La primera experiencia es la de Pentecostés en Hechos 2. Allí, Pedro predicó en su propio idioma y personas de distintas naciones lo escucharon cada una en su lengua nativa, sin necesidad de intérprete alguno. Ese don tuvo un propósito evangelístico claro: tres mil personas nacieron de nuevo ese día. La segunda experiencia es la que Pablo describe en 1 Corintios 14, donde el que habla en lenguas se edifica a sí mismo porque está hablando directamente con Dios en un lenguaje que los demás no comprenden. Por eso Pablo instruye que, si no hay quien interprete, la persona debe guardar silencio en la congregación, pues nadie puede decir amén a lo que no entiende.
La diferencia es sustancial. El lenguaje de Hechos 2 no requería intérprete y servía para alcanzar a los perdidos.

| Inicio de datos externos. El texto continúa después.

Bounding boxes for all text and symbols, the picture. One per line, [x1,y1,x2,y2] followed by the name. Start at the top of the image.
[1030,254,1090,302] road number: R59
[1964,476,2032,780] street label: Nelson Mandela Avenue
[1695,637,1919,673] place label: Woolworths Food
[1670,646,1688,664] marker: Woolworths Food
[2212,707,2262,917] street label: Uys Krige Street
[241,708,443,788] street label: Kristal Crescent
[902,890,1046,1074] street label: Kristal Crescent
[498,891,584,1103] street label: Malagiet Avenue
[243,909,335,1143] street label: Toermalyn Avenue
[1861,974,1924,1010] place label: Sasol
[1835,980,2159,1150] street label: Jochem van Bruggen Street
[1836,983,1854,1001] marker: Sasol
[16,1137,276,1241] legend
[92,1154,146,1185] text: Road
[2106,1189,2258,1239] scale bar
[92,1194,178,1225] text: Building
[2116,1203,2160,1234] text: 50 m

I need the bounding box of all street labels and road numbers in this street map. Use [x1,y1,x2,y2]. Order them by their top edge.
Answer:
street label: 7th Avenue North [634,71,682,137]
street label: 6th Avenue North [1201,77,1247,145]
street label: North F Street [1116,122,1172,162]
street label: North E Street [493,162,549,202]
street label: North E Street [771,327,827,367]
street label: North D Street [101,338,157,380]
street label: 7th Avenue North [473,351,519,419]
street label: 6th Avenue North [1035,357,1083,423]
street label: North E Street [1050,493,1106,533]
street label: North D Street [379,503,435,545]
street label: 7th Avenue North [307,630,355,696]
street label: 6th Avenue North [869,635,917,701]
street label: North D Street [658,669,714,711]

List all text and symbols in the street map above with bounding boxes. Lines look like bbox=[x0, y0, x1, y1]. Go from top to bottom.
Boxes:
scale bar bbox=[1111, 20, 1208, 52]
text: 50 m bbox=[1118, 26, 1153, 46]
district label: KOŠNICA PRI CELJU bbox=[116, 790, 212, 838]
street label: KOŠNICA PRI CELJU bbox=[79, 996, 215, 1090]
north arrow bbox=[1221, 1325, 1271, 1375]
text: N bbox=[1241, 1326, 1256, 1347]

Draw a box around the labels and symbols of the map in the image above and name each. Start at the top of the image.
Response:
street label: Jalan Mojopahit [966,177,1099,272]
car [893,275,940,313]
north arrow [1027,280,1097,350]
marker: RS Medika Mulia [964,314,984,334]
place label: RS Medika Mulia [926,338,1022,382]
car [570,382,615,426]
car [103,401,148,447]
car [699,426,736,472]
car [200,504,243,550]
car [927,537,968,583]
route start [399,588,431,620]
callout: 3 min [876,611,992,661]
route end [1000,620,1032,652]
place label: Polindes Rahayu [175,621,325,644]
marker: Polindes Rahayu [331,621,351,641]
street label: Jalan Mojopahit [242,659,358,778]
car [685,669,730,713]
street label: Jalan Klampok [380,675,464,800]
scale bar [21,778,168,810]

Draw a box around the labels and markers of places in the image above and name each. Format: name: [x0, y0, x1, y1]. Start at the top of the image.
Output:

El lenguaje de 1 Corintios 14 sí requiere intérprete y nunca podría usarse con propósito evangelístico. Pablo incluso advierte que si incrédulos entran a una reunión donde todos hablan en lenguas sin orden ni interpretación, pensarán que todos están locos. Por eso establece límites claros: no más de dos o tres, en orden, y solo si hay quien interprete.